Peter
Peter Campbell Smith

Mean Brazilians

Weekly challenge 157 — 21 March 2022

Week 157 - 21 Mar 2022

Task 1

Task — Pythagorean means

You are given a set of integers.

Write a script to compute all three Pythagorean Means ie Arithmetic Mean, Geometric Mean and Harmonic Mean of the given set of integers. Please refer to Wikipedia page for more information.

Examples


Example 1:
Input: @n = (1,3,5,6,9)
Output: AM = 4.8, GM = 3.9, HM = 2.8

Example 2:
Input: @n = (2,4,6,8,10)
Output: AM = 6.0, GM = 5.2, HM = 4.4

Example 3:
Input: @n = (1,2,3,4,5)
Output: AM = 3.0, GM = 2.6, HM = 2.2

Analysis

I'm never quite sure what is wanted or considered good in these tasks. The options seem to be:

  1. There's a module to do this
  2. I can do this in one somewhat inscrutable line
  3. I can do this in a readable way with lots of comments

If we're aiming to save coder time and not reinventing the wheel, then option 1 is clearly correct. I would almost always use that in a production environment.

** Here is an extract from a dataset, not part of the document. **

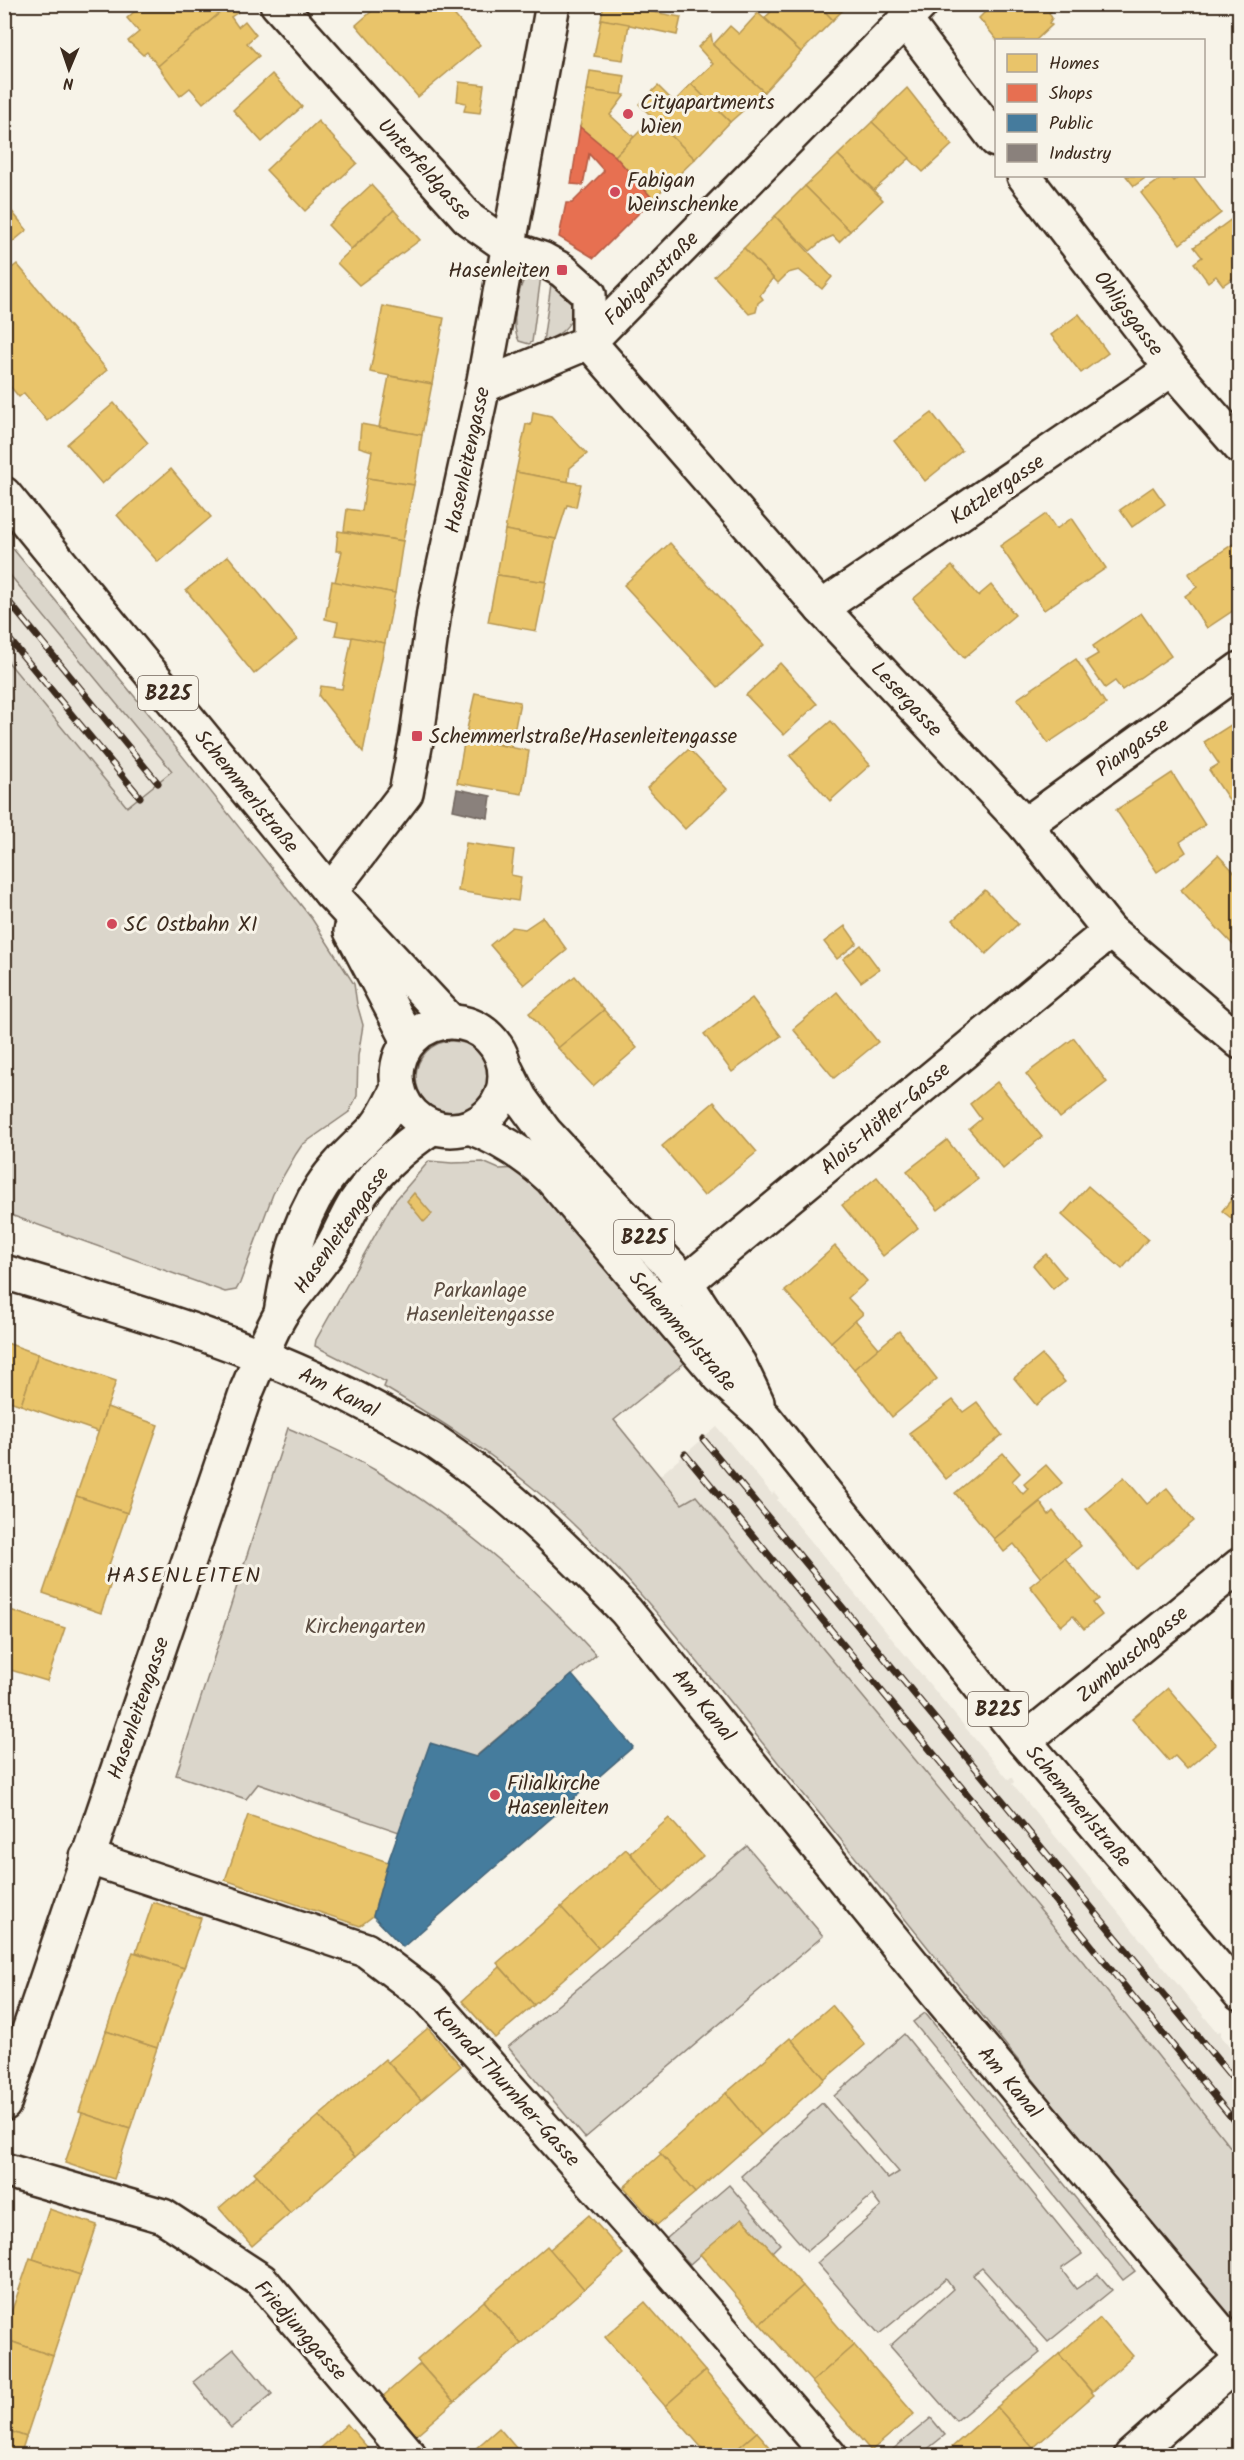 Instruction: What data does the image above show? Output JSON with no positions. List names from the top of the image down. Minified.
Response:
{"streets":{"street":["Unterfeldgasse","Fabiganstraße","Ohligsgasse","Hasenleitengasse","Katzlergasse","B225","Lesergasse","Piangasse","Schemmerlstraße","Alois-Höfler-Gasse","Am Kanal","Zumbuschgasse","Konrad-Thurnher-Gasse","Friedjunggasse"]},"crossings":[["Unterfeldgasse","Fabiganstraße"],["Unterfeldgasse","Hasenleitengasse"],["Unterfeldgasse","Lesergasse"],["Fabiganstraße","Hasenleitengasse"],["Fabiganstraße","Lesergasse"],["Ohligsgasse","Katzlergasse"],["Hasenleitengasse","B225"],["Hasenleitengasse","Schemmerlstraße"],["Hasenleitengasse","Am Kanal"],["Hasenleitengasse","Konrad-Thurnher-Gasse"],["Katzlergasse","Lesergasse"],["B225","Schemmerlstraße"],["Lesergasse","Piangasse"],["Lesergasse","Alois-Höfler-Gasse"],["Schemmerlstraße","Alois-Höfler-Gasse"],["Schemmerlstraße","Zumbuschgasse"]],"districts":["HASENLEITEN"],"parks":["Parkanlage Hasenleitengasse","Kirchengarten"],"places":{"other":["Cityapartments Wien","Fabigan Weinschenke","SC Ostbahn XI","Filialkirche Hasenleiten"],"transit":["Hasenleiten","Schemmerlstraße/Hasenleitengasse"]},"legend":["Homes","Shops","Public","Industry"],"north":"bottom"}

Option 2 gives people a chance to demonstrate how compact - and maybe fast - Perl can be, which is a valid aim. If the code is never going to be changed then it's fine, but I suspect that whoever has to come along later and maintain it - even if that's you - is going to scratch their heads for a while.

Option 3 is the way to go if you're trying to write easily maintainable code. It may not be the fastest solution - although often it is easily fast enough.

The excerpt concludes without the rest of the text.